In May 2014, the FASB issued ASU 2014-09, “Revenue from Contracts with Customers” (Topic 606). This guidance outlines a single comprehensive model for entities to use in accounting for revenue arising from contracts with customers and supersedes most current revenue recognition guidance, including industry-specific guidance. The core principle of the revenue model requires revenue to be recognized when promised goods or services are transferred to customers in an amount that reflects the consideration that is expected to be received for those goods or services. ASU 2014-09 supersedes the existing revenue recognition guidance in “Revenue Recognition (Topic 605)”. The two permitted transition methods under the new standard are the full retrospective method, in which case the standard would be applied to each prior reporting period presented and the cumulative effect of applying the standard would be recognized at the earliest period shown, or the modified (cumulative effect) retrospective method, in which case the cumulative effect of applying the standard would be recognized at the date of initial application. In August 2015, the FASB issued ASU 2015-14, “Revenue from Contracts with Customers (Topic 606): Deferral of the Effective Date.” This update deferred the effective date of ASU 2014-09 for all entities by one year, although companies still have the option to begin applying the new guidance as of the original effective date. In accordance with the deferral, this guidance will be effective for our fiscal year beginning February 1, 2018. In May 2016, the FASB issued ASU 2016-12, “Revenue from Contracts with Customers (Topic 606): Narrow-Scope Improvements and Practical Expedients,” which clarifies implementation guidance in ASU 2014-09 on assessing collectibility, noncash consideration, presentation of sales tax and completed contracts and contract modifications at transition. We will adopt the requirements of the new standard as of February 1, 2018 and anticipate using the full retrospective transition method. Our ability to adopt using the full retrospective method is dependent upon system readiness for both revenue and commissions and the completion of the analysis of information necessary to restate prior period financial statements.

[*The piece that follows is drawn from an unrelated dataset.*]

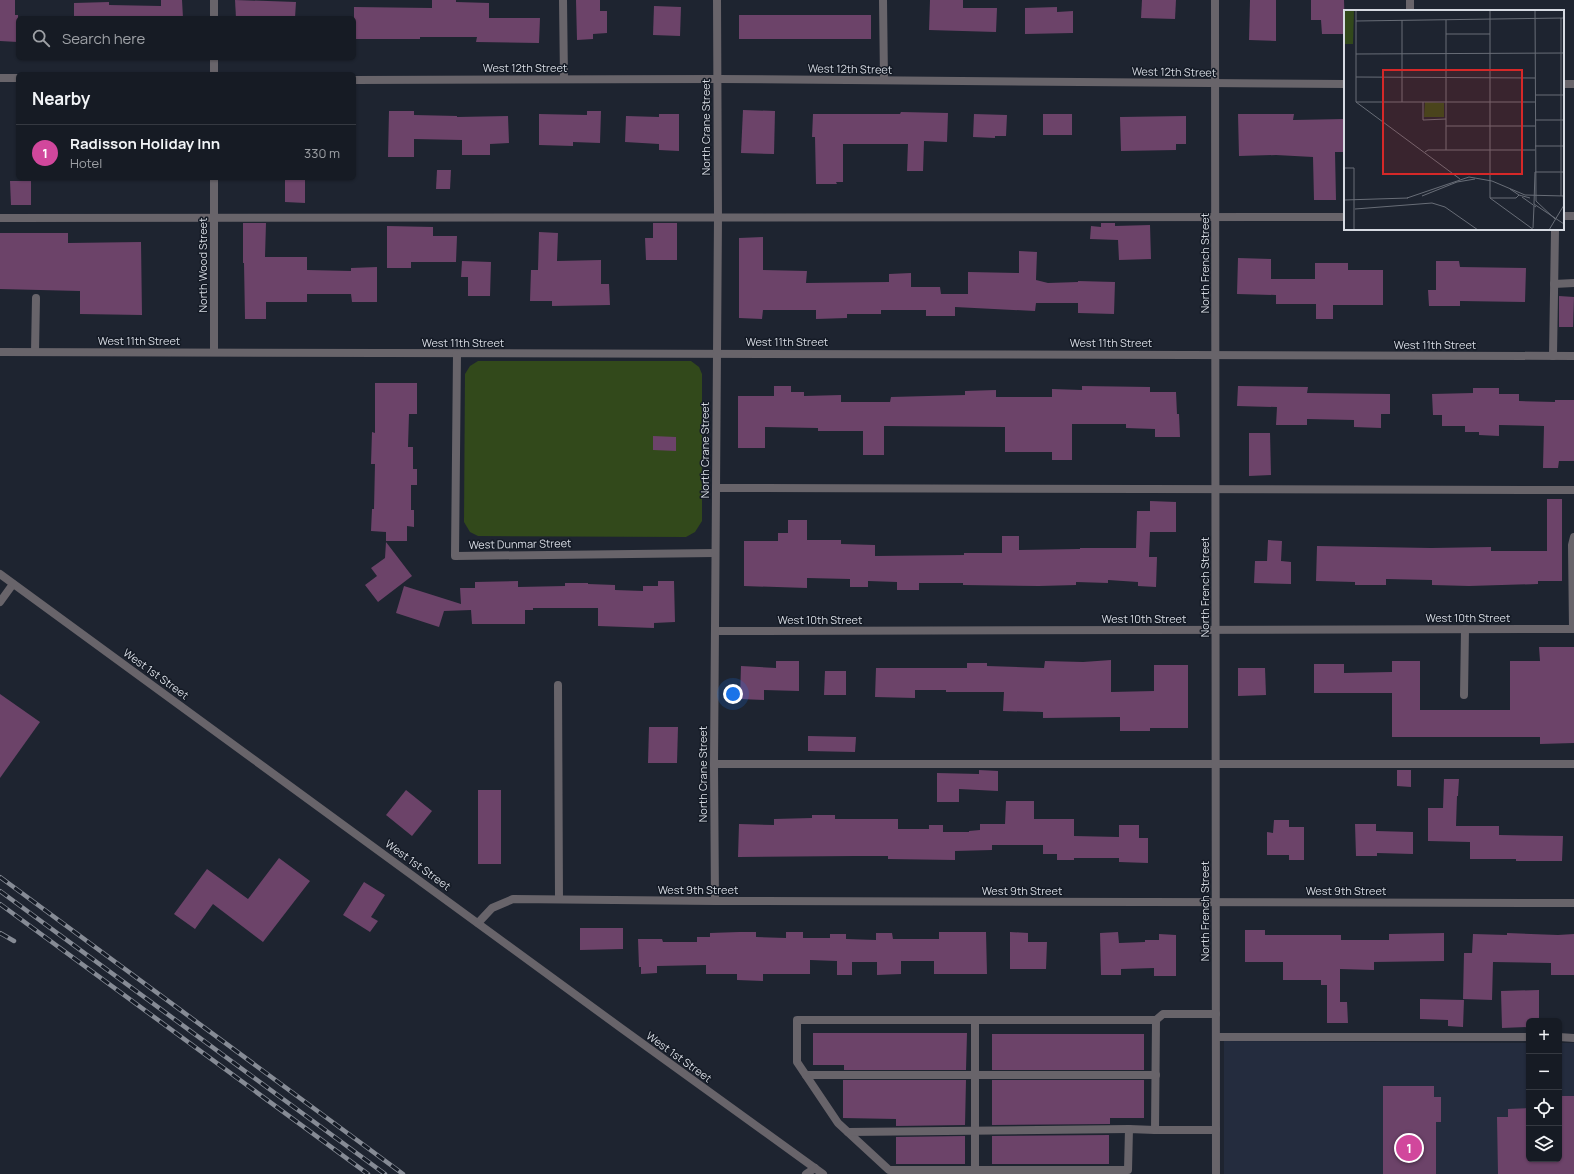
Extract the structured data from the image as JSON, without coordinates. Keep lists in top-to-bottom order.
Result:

The expected impact of adoption primarily relates to the deferral of costs to obtain customer contracts, which is comprised of commissions on our subscription services arrangements and the other associated fringe benefits. Such costs are expensed as incurred under the current standard, whereas under the new standard, they will generally be capitalized and amortized over the costs’ associated term of economic benefit. We have not yet determined the term of economic benefit of our costs to obtain customer contracts which will affect our operating margin as well as the classification and magnitude of the deferred costs for each reporting period.

Revenue for the majority of our subscription services customer contracts will continue to be recognized over time because of the continuous transfer of control to the customer; however, we expect some impact to revenue primarily driven by (i) the removal of the current limitation on contingent revenue, which may result in revenue being recognized earlier for certain contracts and (ii) potential changes to our approach to allocating revenue between subscription services and professional services.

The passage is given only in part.